_DIRECTIONS FOR THIS TASK_
Your task is to print every entry below exactly as given.

^^^^^^^^^^^^^^^^

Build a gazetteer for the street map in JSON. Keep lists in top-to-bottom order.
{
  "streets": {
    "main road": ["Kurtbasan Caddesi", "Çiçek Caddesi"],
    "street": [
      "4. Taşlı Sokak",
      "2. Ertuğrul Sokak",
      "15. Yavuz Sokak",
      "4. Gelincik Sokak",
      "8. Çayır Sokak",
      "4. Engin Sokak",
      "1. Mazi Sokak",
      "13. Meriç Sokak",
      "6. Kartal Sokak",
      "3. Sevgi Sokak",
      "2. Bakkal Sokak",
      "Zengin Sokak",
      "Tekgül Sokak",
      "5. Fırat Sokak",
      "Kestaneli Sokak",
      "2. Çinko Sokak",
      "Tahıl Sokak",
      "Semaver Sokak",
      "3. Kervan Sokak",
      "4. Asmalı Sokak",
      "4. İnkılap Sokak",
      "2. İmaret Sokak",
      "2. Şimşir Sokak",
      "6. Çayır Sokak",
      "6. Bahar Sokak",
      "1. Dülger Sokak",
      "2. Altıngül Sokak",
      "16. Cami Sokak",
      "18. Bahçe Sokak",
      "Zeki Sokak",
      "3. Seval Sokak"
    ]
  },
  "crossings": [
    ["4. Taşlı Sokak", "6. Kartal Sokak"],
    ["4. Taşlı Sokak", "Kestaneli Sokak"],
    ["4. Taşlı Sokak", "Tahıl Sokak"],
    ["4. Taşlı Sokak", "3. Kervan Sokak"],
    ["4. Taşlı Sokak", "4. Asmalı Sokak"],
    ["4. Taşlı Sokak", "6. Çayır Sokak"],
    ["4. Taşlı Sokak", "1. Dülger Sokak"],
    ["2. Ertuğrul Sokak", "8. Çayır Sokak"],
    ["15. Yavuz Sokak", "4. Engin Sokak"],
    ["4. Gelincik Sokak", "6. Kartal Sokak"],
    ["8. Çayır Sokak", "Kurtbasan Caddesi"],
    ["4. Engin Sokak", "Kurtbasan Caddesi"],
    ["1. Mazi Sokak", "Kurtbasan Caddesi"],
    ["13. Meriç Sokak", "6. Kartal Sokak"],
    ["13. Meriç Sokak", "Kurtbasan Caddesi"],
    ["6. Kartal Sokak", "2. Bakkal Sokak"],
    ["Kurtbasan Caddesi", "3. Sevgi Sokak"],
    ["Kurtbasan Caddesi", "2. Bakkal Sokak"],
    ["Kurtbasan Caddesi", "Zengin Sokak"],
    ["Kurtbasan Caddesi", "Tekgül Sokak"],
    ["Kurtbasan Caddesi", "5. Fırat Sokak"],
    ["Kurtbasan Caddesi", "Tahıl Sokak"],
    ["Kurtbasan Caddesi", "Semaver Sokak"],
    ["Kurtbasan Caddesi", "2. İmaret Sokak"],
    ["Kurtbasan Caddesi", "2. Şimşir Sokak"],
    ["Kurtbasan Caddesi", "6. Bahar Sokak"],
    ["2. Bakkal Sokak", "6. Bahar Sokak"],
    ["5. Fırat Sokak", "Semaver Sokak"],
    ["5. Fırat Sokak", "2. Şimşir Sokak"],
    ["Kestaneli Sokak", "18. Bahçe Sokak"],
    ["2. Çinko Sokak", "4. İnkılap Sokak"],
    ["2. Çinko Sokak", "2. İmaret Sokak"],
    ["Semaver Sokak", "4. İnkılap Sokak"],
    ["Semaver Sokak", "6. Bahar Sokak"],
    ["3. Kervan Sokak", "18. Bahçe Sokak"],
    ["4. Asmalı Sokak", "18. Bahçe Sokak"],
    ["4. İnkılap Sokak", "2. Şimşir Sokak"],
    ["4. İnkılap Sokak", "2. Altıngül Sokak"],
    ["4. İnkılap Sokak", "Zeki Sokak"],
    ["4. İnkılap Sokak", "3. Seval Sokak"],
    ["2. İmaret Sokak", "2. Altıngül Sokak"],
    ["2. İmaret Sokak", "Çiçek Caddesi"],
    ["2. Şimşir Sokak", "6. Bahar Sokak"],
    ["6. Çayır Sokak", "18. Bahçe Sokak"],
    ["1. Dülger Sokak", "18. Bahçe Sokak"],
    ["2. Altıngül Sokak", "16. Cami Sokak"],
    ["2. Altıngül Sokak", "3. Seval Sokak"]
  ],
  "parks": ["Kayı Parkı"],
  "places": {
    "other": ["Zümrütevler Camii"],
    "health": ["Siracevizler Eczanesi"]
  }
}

^^^^^^^^^^^^^^^^

_RESPONSE AREA_
Build a gazetteer for the street map in JSON. Keep lists in top-to-bottom order.
{
  "streets": {
    "main road": ["Kurtbasan Caddesi", "Çiçek Caddesi"],
    "street": [
      "4. Taşlı Sokak",
      "2. Ertuğrul Sokak",
      "15. Yavuz Sokak",
      "4. Gelincik Sokak",
      "8. Çayır Sokak",
      "4. Engin Sokak",
      "1. Mazi Sokak",
      "13. Meriç Sokak",
      "6. Kartal Sokak",
      "3. Sevgi Sokak",
      "2. Bakkal Sokak",
      "Zengin Sokak",
      "Tekgül Sokak",
      "5. Fırat Sokak",
      "Kestaneli Sokak",
      "2. Çinko Sokak",
      "Tahıl Sokak",
      "Semaver Sokak",
      "3. Kervan Sokak",
      "4. Asmalı Sokak",
      "4. İnkılap Sokak",
      "2. İmaret Sokak",
      "2. Şimşir Sokak",
      "6. Çayır Sokak",
      "6. Bahar Sokak",
      "1. Dülger Sokak",
      "2. Altıngül Sokak",
      "16. Cami Sokak",
      "18. Bahçe Sokak",
      "Zeki Sokak",
      "3. Seval Sokak"
    ]
  },
  "crossings": [
    ["4. Taşlı Sokak", "6. Kartal Sokak"],
    ["4. Taşlı Sokak", "Kestaneli Sokak"],
    ["4. Taşlı Sokak", "Tahıl Sokak"],
    ["4. Taşlı Sokak", "3. Kervan Sokak"],
    ["4. Taşlı Sokak", "4. Asmalı Sokak"],
    ["4. Taşlı Sokak", "6. Çayır Sokak"],
    ["4. Taşlı Sokak", "1. Dülger Sokak"],
    ["2. Ertuğrul Sokak", "8. Çayır Sokak"],
    ["15. Yavuz Sokak", "4. Engin Sokak"],
    ["4. Gelincik Sokak", "6. Kartal Sokak"],
    ["8. Çayır Sokak", "Kurtbasan Caddesi"],
    ["4. Engin Sokak", "Kurtbasan Caddesi"],
    ["1. Mazi Sokak", "Kurtbasan Caddesi"],
    ["13. Meriç Sokak", "6. Kartal Sokak"],
    ["13. Meriç Sokak", "Kurtbasan Caddesi"],
    ["6. Kartal Sokak", "2. Bakkal Sokak"],
    ["Kurtbasan Caddesi", "3. Sevgi Sokak"],
    ["Kurtbasan Caddesi", "2. Bakkal Sokak"],
    ["Kurtbasan Caddesi", "Zengin Sokak"],
    ["Kurtbasan Caddesi", "Tekgül Sokak"],
    ["Kurtbasan Caddesi", "5. Fırat Sokak"],
    ["Kurtbasan Caddesi", "Tahıl Sokak"],
    ["Kurtbasan Caddesi", "Semaver Sokak"],
    ["Kurtbasan Caddesi", "2. İmaret Sokak"],
    ["Kurtbasan Caddesi", "2. Şimşir Sokak"],
    ["Kurtbasan Caddesi", "6. Bahar Sokak"],
    ["2. Bakkal Sokak", "6. Bahar Sokak"],
    ["5. Fırat Sokak", "Semaver Sokak"],
    ["5. Fırat Sokak", "2. Şimşir Sokak"],
    ["Kestaneli Sokak", "18. Bahçe Sokak"],
    ["2. Çinko Sokak", "4. İnkılap Sokak"],
    ["2. Çinko Sokak", "2. İmaret Sokak"],
    ["Semaver Sokak", "4. İnkılap Sokak"],
    ["Semaver Sokak", "6. Bahar Sokak"],
    ["3. Kervan Sokak", "18. Bahçe Sokak"],
    ["4. Asmalı Sokak", "18. Bahçe Sokak"],
    ["4. İnkılap Sokak", "2. Şimşir Sokak"],
    ["4. İnkılap Sokak", "2. Altıngül Sokak"],
    ["4. İnkılap Sokak", "Zeki Sokak"],
    ["4. İnkılap Sokak", "3. Seval Sokak"],
    ["2. İmaret Sokak", "2. Altıngül Sokak"],
    ["2. İmaret Sokak", "Çiçek Caddesi"],
    ["2. Şimşir Sokak", "6. Bahar Sokak"],
    ["6. Çayır Sokak", "18. Bahçe Sokak"],
    ["1. Dülger Sokak", "18. Bahçe Sokak"],
    ["2. Altıngül Sokak", "16. Cami Sokak"],
    ["2. Altıngül Sokak", "3. Seval Sokak"]
  ],
  "parks": ["Kayı Parkı"],
  "places": {
    "other": ["Zümrütevler Camii"],
    "health": ["Siracevizler Eczanesi"]
  }
}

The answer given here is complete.